While Juno's SCP firmware initially spoke the SCPI protocol, binary
releases since 2018, and the newer open-source codebase, only speak SCMI
and thus aren't particularly compatibile with the DTs we currently have
upstream. Add a parallel set of variant DTs for boards with up-to-date
firmware, replacing the SCPI parts with their new SCMI equivalents.

Link: https://lore.kernel.org/r/f3516815104f951a05fc0f799681f77d7968f6ac.1645125063.git.robin.murphy@arm.com
Signed-off-by: Robin Murphy <robin.murphy@arm.com>
Signed-off-by: Sudeep Holla <sudeep.holla@arm.com>


# fa083b99 14-Dec-2018 Jean-Philippe Brucker <jean-philippe@linaro.org>

arm64: dts: fast models: Add DTS fo Base RevC FVP

Fixed Virtual Platforms(FVP) Base RevC model is an emulated Arm platform
with GICv3, PCIe, SMMUv3 and various other features. These are available
free of charge on the Arm Community website at Arm Development
Platforms[1].

It resembles the Foundation Platform, which is a simple FVP that
includes an Armv8‑A AEM processor model but this has two cluster of four
cores, a CCI-550 interconnect, an SMMU and two PCI devices.

In order to enable development of software, let's add a description of
the Revison C version of Base platform.

The documentation for this FVP model is available @[2] for reference.

[1] https://community.arm.com/dev-platforms/
[2] https://static.docs.arm.com/100966/1104/fast_models_fvp_rg_100966_1104_00_en.pdf

Cc: Vincent Stehlé <vincent.stehle@arm.com>
Acked-by: Liviu Dudau <liviu.dudau@arm.com>
Signed-off-by: Jean-Philippe Brucker <jean-philippe.brucker@arm.com>
[sudeep.holla: aligned interrupt-map with other DTS, added SPE, changed
PMU to use GIC PPI, moved to PSCI v0.2, commit log rewording]
Signed-off-by: Sudeep Holla <sudeep.holla@arm.com>


# 7e7962dd 04-Nov-2017 Masahiro Yamada <yamada.masahiro@socionext.com>

kbuild: handle dtb-y and CONFIG_OF_ALL_DTBS natively in Makefile.lib

If CONFIG_OF_ALL_DTBS is enabled, "make ARCH=arm64 dtbs" compiles each
DTB twice; one from arch/arm64/boot/dts/*/Makefile and the other from
the dtb-$(CONFIG_OF_ALL_DTBS) line in arch/arm64/boot/dts/Makefile.
It could be a race problem when building DTBS in parallel.
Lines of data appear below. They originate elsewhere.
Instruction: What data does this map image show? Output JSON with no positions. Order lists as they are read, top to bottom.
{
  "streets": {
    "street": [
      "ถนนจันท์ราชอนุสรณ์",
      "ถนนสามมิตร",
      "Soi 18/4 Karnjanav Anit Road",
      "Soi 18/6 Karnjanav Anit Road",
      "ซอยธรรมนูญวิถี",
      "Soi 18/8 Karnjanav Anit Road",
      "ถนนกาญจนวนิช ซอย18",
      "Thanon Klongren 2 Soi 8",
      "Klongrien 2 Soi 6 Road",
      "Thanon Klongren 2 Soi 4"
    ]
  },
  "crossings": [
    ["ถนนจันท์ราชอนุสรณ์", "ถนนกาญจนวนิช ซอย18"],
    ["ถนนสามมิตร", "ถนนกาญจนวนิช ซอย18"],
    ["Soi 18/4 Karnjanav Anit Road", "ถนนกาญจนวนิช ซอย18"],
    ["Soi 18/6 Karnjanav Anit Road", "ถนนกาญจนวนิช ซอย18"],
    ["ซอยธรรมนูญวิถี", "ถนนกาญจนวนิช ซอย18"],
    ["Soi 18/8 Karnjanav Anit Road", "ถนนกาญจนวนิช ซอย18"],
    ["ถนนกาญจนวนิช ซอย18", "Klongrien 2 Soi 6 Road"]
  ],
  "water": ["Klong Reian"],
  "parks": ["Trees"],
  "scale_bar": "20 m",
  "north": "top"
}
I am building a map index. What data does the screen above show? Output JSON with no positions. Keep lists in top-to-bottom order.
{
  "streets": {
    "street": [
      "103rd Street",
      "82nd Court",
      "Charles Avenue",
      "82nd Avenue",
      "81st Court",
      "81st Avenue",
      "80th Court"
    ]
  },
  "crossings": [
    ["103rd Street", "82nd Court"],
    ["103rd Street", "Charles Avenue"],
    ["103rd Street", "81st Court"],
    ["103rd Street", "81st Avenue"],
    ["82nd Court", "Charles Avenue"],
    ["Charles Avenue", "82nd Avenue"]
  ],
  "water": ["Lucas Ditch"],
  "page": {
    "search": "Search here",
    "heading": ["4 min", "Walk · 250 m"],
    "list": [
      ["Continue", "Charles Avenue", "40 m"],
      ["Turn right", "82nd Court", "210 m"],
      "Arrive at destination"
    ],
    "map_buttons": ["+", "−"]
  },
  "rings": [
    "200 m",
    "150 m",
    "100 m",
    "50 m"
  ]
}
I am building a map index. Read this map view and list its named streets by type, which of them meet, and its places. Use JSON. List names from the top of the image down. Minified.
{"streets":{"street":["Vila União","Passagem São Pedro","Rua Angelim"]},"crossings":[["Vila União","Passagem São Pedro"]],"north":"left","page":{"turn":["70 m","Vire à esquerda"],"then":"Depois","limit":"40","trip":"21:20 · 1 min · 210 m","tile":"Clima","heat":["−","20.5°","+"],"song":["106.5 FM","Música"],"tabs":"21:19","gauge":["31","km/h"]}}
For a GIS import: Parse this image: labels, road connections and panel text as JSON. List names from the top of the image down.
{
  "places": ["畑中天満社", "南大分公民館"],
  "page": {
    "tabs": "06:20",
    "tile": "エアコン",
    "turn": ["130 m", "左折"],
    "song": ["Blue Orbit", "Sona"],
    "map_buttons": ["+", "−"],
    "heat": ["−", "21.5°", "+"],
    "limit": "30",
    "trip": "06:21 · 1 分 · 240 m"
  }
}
Another minor issue is CONFIG_OF_ALL_DTBS covers only *.dts in vendor
sub-directories, so this broke when Broadcom added one more hierarchy
in arch/arm64/boot/dts/broadcom/<soc>/.

One idea to fix the issues in a clean way is to move DTB handling
to Kbuild core scripts. Makefile.dtbinst already recognizes dtb-y
natively, so it should not hurt to do so.

Add $(dtb-y) to extra-y, and $(dtb-) as well if CONFIG_OF_ALL_DTBS is
enabled. All clutter things in Makefiles go away.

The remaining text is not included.